How to Remove the Most Edges While Keeping a Graph Fully Traversable for Alice and Bob

Problem Statement

Alice and Bob share an undirected graph with n vertices and a list of edges. Each edge is of one of three types:

Type 1: can be traversed only by Alice.

Type 2: can be traversed only by Bob.

Type 3: can be traversed by both.

The goal is to remove as many edges as possible while still ensuring that both Alice and Bob can reach every vertex (i.e., the graph remains fully traversable for each of them). If it is impossible for either to traverse the whole graph, return -1. Otherwise, return the maximum number of removable edges.

Solution Overview

The problem can be solved efficiently with two disjoint‑set (Union‑Find) structures—one for Alice and one for Bob.

Process all type 3 edges first because they benefit both users. For each such edge, attempt to union the endpoints in Alice’s Union‑Find; if the union succeeds, also union the same edge in Bob’s structure. If the endpoints are already connected, the edge is redundant and can be removed (increment the answer counter).

Next, handle type 1 edges (Alice‑only). Try to union the endpoints in Alice’s Union‑Find; if the union fails (already connected), the edge is redundant and can be removed.

Then handle type 2 edges (Bob‑only) analogously using Bob’s Union‑Find.

After processing all edges, verify that both Union‑Find structures have exactly one connected component ( cnt == 1).
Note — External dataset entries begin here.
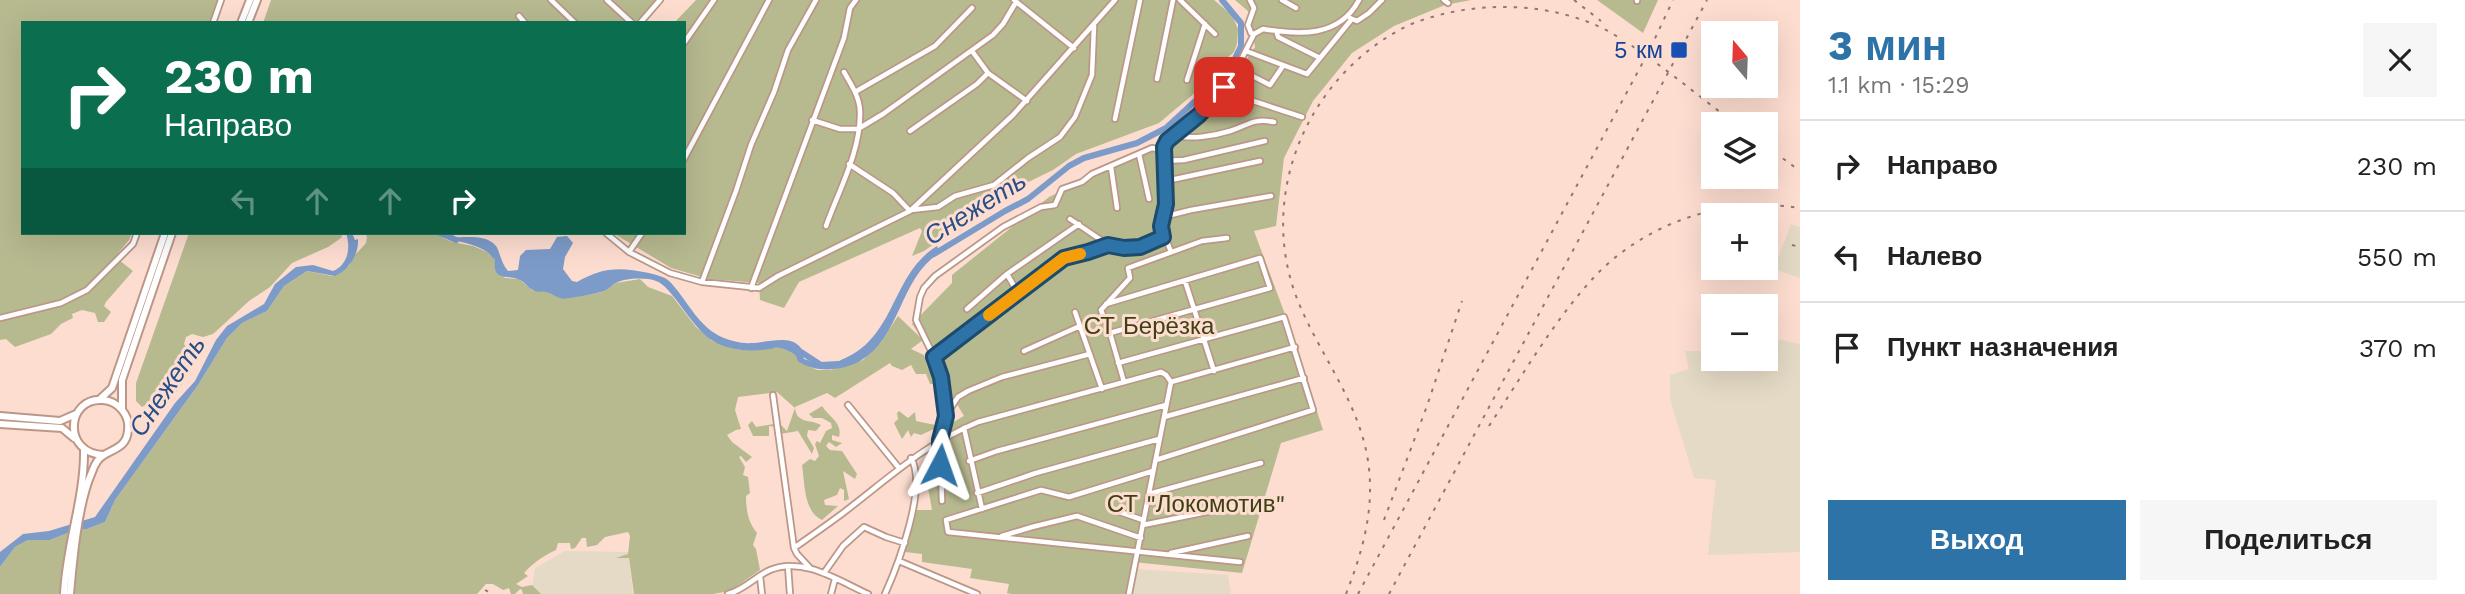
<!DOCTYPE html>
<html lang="ru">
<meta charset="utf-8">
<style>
:root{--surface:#fff;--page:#f6f6f6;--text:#222;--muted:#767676;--line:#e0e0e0;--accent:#2d73a7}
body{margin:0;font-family:"Work Sans",sans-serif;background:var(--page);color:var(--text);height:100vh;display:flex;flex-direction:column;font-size:26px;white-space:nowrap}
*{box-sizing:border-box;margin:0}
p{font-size:23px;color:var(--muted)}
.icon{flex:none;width:38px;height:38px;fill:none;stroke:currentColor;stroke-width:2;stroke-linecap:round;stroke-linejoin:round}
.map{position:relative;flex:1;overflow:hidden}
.drawer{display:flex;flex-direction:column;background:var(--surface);width:665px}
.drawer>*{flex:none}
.guide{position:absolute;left:21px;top:21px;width:665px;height:214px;border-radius:0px;box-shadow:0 7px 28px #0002;background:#0b6e4f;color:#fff;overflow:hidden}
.needle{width:46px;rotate:341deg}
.controls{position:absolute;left:1701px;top:21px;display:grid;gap:14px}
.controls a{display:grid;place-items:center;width:77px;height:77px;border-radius:0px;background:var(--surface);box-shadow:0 7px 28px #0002;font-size:35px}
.pin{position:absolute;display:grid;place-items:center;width:60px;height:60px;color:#fff;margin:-30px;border-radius:14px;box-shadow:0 4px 10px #0006}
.me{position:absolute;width:77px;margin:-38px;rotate:4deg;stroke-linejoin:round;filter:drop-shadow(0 0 5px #0008)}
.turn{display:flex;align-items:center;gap:24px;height:147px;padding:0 28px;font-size:32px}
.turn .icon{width:91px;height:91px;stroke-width:2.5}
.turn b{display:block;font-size:49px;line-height:60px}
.lanes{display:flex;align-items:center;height:66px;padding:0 28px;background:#0003;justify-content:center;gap:35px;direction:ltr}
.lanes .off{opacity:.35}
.round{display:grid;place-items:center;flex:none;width:74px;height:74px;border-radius:0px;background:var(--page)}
.overview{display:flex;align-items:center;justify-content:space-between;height:119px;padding:0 28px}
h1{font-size:42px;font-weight:700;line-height:52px;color:var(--accent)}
.primary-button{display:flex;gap:14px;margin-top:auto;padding:14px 28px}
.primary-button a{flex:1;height:80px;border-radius:0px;background:var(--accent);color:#fff;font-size:28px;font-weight:700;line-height:80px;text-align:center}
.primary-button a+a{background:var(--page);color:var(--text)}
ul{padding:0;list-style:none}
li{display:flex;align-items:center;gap:21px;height:91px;padding:0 28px;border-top:2px solid var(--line)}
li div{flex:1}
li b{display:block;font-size:26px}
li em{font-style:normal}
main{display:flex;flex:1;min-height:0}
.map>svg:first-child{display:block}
</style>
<main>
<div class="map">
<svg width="1800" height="594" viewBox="0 0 1800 594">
<rect width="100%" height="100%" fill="#fdddd0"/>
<path fill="#e4dac5" d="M1791 224 1800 227V278L1774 269Z
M1771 338 1800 344V552L1708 555 1716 480 1694 478 1670 399V375L1689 369 1685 351H1713V359H1766V341Z
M565 551 628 552 633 594H531L535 568Z
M1135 569 1228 575 1231 594H1130Z"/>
<path fill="#b7ba8f" d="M0 0H218L210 23H23V233H132L129 240 115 257 133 271 106 302 104 306 111 312 104 322H98L95 313 82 310 72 314 73 318 61 324 51 334 15 347 6 339 0 340Z
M271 0H659L639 23H263Z
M696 0H1214L1232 15 1238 29 1237 44 1234 52 1221 63 1203 86 1159 123 1076 154 1053 170 1018 187 924 251 912 256 922 231 920 228 799 282 784 308 760 300 759 283 709 279 671 268 613 233H684V23H674Z
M1235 0H1471L1445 5 1394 26 1352 53 1313 101 1284 158 1276 226 1254 231 1292 333 1323 430 1281 443 1242 573 1133 562 1127 594H1011L1007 593 1009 584 970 578 972 569 922 562V554L905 552 914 510H932L926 477H940L941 443 950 437 948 434 950 424 964 416 948 389 936 356 912 324 952 283V275L1049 197 1166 142 1224 91 1255 47 1249 12Z
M1597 0H1658L1643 33Z
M189 233H343L341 238 328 247 292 263 270 287 249 301 213 334 203 337 192 334 186 337 184 344 192 358C189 373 181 390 169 400 162 406 158 407 153 416L148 415 147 404 142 407 136 401V383Z
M365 233H433L452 242 473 246 487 252 495 260 498 271 505 278 519 279 532 290 548 292 564 299 602 292 616 283 640 279 648 287 672 296 696 327 712 341 740 350 780 347 795 354 800 362 817 370H831L863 360 881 342 898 316 923 340 911 349 924 355 928 368 937 374 933 384H930L926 374H916L911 365 902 370 892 366 890 363 835 398 827 393 795 407C796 424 810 419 821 425L816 431 808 430 807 436 814 448 812 454 798 431 780 434 776 427 769 426V436H753L748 425 752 421 756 427 779 423 787 431 795 408 777 392 738 397 735 410 741 429 736 430 727 435 732 442 752 457 746 462 741 456 739 457 745 467 743 475 748 477 750 493 746 496C746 510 748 522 757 533L753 545 756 549 760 570 730 591 713 594H634L629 558H616L628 554 630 536 628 532 605 537 597 545 587 547 586 538H582L575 548 571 549 570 543H558L556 550C543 556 533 563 524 573L528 576 516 584 522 587 532 585 541 594H523L522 590 520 589 515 594H511L509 588 503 590 493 584H486L477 594H0V567L15 547 28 540H50L75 530 87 529 105 522 115 500 198 385 227 338 242 323 267 311 284 286 307 271 332 276 349 266 355 255 366 243 367 237Z
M822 406C829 417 843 423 839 437L832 435V440L842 443 836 447 829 442 826 446 830 450 842 451 857 474 855 479 843 471 849 499 844 501V490L840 488 837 495 824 500 825 505 838 506 822 520C803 511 805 483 802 465L810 459 815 461 819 456 815 444 817 441 820 443 826 431 832 428 831 423 822 418H813L809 414Z
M899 411 908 418 915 412 916 421 940 426 921 435 914 433 911 437 908 430 902 439 894 423 898 419 897 413Z"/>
<path fill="#7d9bc9" d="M346 233H352L355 240 358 239C359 254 350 269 335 276L307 271 284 286 267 311 242 323 227 338 198 385 115 500 105 522 87 529 75 530 50 540H28L15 547 0 567V552L23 534 49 531 95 517 175 403 195 381 216 340 227 326 264 304 275 284 296 267 313 265 333 271C348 265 351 248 346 233Z
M433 233C441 233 446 237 454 237 467 238 486 234 496 246 500 252 501 263 508 271L518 270 520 256 526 250 550 249 557 237 567 236 573 243 565 257 563 269 572 281 577 282C603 267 619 267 649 273 659 276 665 276 672 284 689 303 699 328 724 338 732 341 743 344 751 343 764 343 787 335 798 345 803 349 803 354 804 359 811 361 818 365 825 365 831 365 835 363 841 360 897 338 890 275 937 246L940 253C900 276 901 338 860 361 842 371 816 373 799 362 797 360 797 356 794 354 793 353 783 348 780 348 775 347 775 348 770 349 750 352 731 351 713 341 692 329 672 286 656 281 645 277 624 278 614 284 610 287 606 291 601 292 589 295 576 297 564 299 557 298 555 295 549 293 545 291 538 293 533 290 528 288 525 282 520 280 508 274 492 282 495 260 492 258 490 254 487 252 472 241 449 242 433 233Z"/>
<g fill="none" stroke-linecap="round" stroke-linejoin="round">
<path stroke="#7d9bc9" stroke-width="6" d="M441 233 456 240
M934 254 1005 211 1028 199 1069 166 1084 158 1137 143 1166 128 1230 69 1241 46V23L1222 0
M798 350 821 365 838 364"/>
<g stroke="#bc9788" stroke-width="8">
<path id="minor" d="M551 0 575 23
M607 0 632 23
M1014 0 1074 48
M1180 0 1215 34
M1250 0 1254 8 1248 25 1251 33 1254 34
M1282 0 1296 8
M1444 0 1448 3
M1637 0V1
M519 16 525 23
M1350 18 1357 21 1369 13 1382 0
M213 23 221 0
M640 23 660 0
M1277 33 1278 37 1320 58
M684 43 714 0
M972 51 988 73 1027 101
M1246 51 1307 74 1351 20
M1237 68 1270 85 1283 66
M1157 79 1173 0
M1187 80 1205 24
M1224 87 1244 98 1302 117
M855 92 935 46 972 8
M1115 119 1140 0
M812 120 840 129H858L883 114 993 35 1003 24 1016 2
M910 131 977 84 988 73
M1174 135C1190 140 1214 136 1230 131 1249 125 1252 118 1274 122
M1139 154 1149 199
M684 159 769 0
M1164 161 1184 160 1265 141
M849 164 893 193 910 211
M1111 167 1117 208
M1166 181 1260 161
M911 210 938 207 955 196 994 185 1028 158 1060 137 1075 117 1092 75 1094 26
M1163 217 1191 210 1271 196
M1070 219 1107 244
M826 226C839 190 861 150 860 112 860 98 851 84 844 72
M606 233 629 252 670 273 702 282 759 288 778 276 910 211 1013 115 1115 0
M629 252 642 233
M1171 252 1161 226 1166 204 1164 147 1167 141 1199 115 1224 87 1237 68 1254 34 1263 29C1299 35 1339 38 1359 0
M1007 274 1018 293
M1185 281 1214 371
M702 282 736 191 751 145 774 92 788 50 816 0
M751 288 844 38 850 8 856 0
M1106 304 1260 258 1270 288 1110 333
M967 309 1007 274 1079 224
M1075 312 1102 389
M0 318 61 303 87 290 133 244 137 233
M1024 351 1080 326
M934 357 1064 258 1088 252 1108 245 1131 248 1140 247 1163 237
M1118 363 1284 317 1313 410 1156 460
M1124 382 1110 333 1101 310 1130 278 1128 268 1202 241 1227 238
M1171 382 1295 347
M773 395 794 548 797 554 810 568
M848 405 899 468
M946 415 958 397 968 391 1002 377 1090 354
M1164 417 1304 378
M964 428 982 509
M969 461 997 451 1166 405
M1153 471 1069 497 1041 490 946 520 948 532 1240 562
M977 493 1036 473 1159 439
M1149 494 1261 463
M942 501 940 440 946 416 941 377 934 357 916 320 920 297 924 288 935 276 1003 227 1041 207 1055 205 1062 189 1082 182 1092 174 1152 148 1163 150
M1117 511 1143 520
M1143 525 1256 502
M1002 536 1032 527 1077 516 1141 538
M794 548C811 536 827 525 843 513 889 478 923 445 978 422L1161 372 1166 375 1171 382
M1171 553 1248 536
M899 561 977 594
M788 566 790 594
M824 573 843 546 864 527 886 537 905 543
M760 576 762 594
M728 594C744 590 756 576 770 570 803 556 839 581 868 594
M831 594 835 579
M885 594C898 565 928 486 911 458
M1129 594 1171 382"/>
</g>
<g stroke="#bc9788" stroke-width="10">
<path id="major" d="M241 23 250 0
M248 23 257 0
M99 400 112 388 165 233
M122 409V380L172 233
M0 416 60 421 76 414
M0 424 62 428 74 438
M64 594C66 545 85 498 84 449
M70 594C73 560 78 503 92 472 94 466 98 458 104 455 116 448 127 446 128 430 130 415 118 401 103 400 66 397 62 454 104 455"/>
</g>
<use href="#minor" stroke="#fff" stroke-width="4.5"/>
<use href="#major" stroke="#fff" stroke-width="6"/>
<path stroke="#8f796f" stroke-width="2" stroke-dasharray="3.5 7" stroke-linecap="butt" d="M1574 0 1601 21
M1766 146 1800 171
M1792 245 1800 247
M1489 426C1523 375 1555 318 1598 273 1650 221 1727 196 1800 208
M1384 520 1427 406 1462 301
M485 590 492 594
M1346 594C1364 548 1376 504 1367 455 1356 397 1317 351 1296 296 1257 191 1310 73 1409 25 1470 0 1549 0 1608 31 1653 57 1694 93 1736 124
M1358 594 1650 49 1673 0
M1389 594 1707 0"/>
</g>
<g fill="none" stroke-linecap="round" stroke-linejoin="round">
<g stroke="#1d4b6d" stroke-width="18">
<path id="route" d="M940 465V440L946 416 941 377 934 357 1064 258 1088 252 1108 245 1124 248 1140 247 1163 237 1161 226 1166 204 1164 147 1167 141 1199 115 1224 87"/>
</g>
<use href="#route" stroke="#2d73a7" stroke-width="12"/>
<path stroke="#f59e0b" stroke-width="12" d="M989 315 1064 258 1080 254"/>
</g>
<rect fill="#1a4fb4" stroke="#fdddd0" stroke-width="2.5" x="1670" y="41" width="18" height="18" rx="3.5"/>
<g text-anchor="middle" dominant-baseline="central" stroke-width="6" stroke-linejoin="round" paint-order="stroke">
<g font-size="24" fill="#164399" stroke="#fdddd0" text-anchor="end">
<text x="1663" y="50">5 км</text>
</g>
<g font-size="24" fill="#3e3f13" stroke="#fdddd0">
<text x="1149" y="326">СТ Берёзка</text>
<text x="1196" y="504">СТ "Локомотив"</text>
</g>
<g font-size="26" font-style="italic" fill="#284e88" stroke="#fdddd0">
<text transform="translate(975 208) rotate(-32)">Снежеть</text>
<text transform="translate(167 386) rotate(-56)">Снежеть</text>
</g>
</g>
</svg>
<div class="controls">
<a><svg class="needle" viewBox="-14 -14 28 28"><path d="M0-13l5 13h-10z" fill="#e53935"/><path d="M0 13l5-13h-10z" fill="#767676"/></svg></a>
<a><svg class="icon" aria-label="layers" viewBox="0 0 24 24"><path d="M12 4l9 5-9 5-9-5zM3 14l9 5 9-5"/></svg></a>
<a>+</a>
<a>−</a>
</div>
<div class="pin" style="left:1224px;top:87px;background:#d93025"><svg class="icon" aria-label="arrive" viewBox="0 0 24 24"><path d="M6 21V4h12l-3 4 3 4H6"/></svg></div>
<svg class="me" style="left:940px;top:465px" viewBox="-20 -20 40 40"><path d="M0-17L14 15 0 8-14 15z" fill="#2d73a7" stroke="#fff" stroke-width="4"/></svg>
<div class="guide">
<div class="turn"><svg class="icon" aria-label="right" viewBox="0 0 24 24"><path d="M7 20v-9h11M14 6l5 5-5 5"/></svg><div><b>230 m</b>Направо</div></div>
<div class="lanes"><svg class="icon off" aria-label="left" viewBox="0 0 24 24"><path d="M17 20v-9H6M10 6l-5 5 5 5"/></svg><svg class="icon off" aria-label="ahead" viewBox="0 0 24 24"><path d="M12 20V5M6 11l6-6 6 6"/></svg><svg class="icon off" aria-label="ahead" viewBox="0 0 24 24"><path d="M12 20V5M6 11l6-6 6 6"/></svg><svg class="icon" aria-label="right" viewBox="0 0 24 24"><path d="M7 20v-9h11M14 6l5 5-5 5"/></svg></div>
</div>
</div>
<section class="drawer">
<div class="overview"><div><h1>3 мин</h1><p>1.1 km · 15:29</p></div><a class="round"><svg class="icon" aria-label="close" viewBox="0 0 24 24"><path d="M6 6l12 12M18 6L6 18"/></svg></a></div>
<ul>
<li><svg class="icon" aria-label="right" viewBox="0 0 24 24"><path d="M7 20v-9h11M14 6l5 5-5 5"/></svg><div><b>Направо</b></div><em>230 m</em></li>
<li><svg class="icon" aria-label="left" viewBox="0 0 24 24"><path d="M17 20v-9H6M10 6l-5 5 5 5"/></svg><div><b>Налево</b></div><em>550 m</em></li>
<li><svg class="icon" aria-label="arrive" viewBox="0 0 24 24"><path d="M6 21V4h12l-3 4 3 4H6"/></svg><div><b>Пункт назначения</b></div><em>370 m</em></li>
</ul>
<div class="primary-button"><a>Выход</a><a>Поделиться</a></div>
</section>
</main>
If not, the graph cannot be fully traversed by Alice or Bob, so return -1. Otherwise, return the accumulated count of removed edges.

This approach guarantees the maximum number of deletions because any edge that does not contribute to connecting new components is unnecessary for full traversal.

Complexity Analysis

Both Union‑Find operations run in near‑constant amortized time ( α(n), the inverse Ackermann function). Therefore, the overall time complexity is O(m·α(n)), where m is the number of edges, and the memory usage is O(n) for the two parent arrays.

Reference Implementation (Java)

public int maxNumEdgesToRemove(int n, int[][] edges) {
    // vertices are 1‑based; create UnionFind with n+1 size
    UnionFind ufa = new UnionFind(n + 1);
    UnionFind ufb = new UnionFind(n + 1);
    int ans = 0; // number of removed edges

    // First pass: handle type 3 (shared) edges
    for (int[] edge : edges) {
        if (edge[0] == 3) {
            if (ufa.union(edge[1], edge[2])) {
                ufb.union(edge[1], edge[2]);
            } else {
                ans++; // redundant shared edge
            }
        }
    }

    // Second pass: handle exclusive edges
    for (int[] edge : edges) {
        if (edge[0] == 1) { // Alice only
            if (!ufa.union(edge[1], edge[2])) {
                ans++; // redundant edge for Alice
            }
        } else if (edge[0] == 2) { // Bob only
            if (!ufb.union(edge[1], edge[2])) {
                ans++; // redundant edge for Bob
            }
        }
    }

    // If either graph is not fully connected, return -1
    if (ufa.cnt != 1 || ufb.cnt != 1) {
        return -1;
    }
    return ans;
}

private class UnionFind {
    int[] parent;
    int cnt; // number of connected components

    public UnionFind(int n) {
        cnt = n - 1; // because vertices are 1‑based
        parent = new int[n];
        for (int i = 0; i < n; i++) parent[i] = i;
    }

    private int find(int x) {
        if (x != parent[x]) parent[x] = find(parent[x]);
        return parent[x];
    }

    public boolean union(int x, int y) {
        if (isConnected(x, y)) return false;
        int px = find(x);
        int py = find(y);
        parent[px] = py;
        cnt--;
        return true;
    }

    private boolean isConnected(int x, int y) {
        return find(x) == find(y);
    }
}

Examples

Input: n = 4, edges = [[3,1,2],[3,2,3],[1,1,3],[1,2,4],[1,1,2],[2,3,4]] Output: 2 Explanation: Removing edges [1,1,2] and [1,1,3] still allows both Alice and Bob to traverse the entire graph. No other edge can be removed without breaking full traversal.

Input: n = 4, edges = [[3,1,2],[3,2,3],[1,1,4],[2,1,4]] Output: 0 Explanation: Deleting any edge would prevent either Alice or Bob from reaching all vertices.

Constraints

1 ≤ n ≤ 10⁵

1 ≤ edges.length ≤ min(10⁵, 3·n·(n‑1)/2)

edges[i].length == 3

1 ≤ edges[i][0] ≤ 3

1 ≤ edges[i][1] < edges[i][2] ≤ n

All tuples (typeᵢ, uᵢ, vᵢ) are distinct.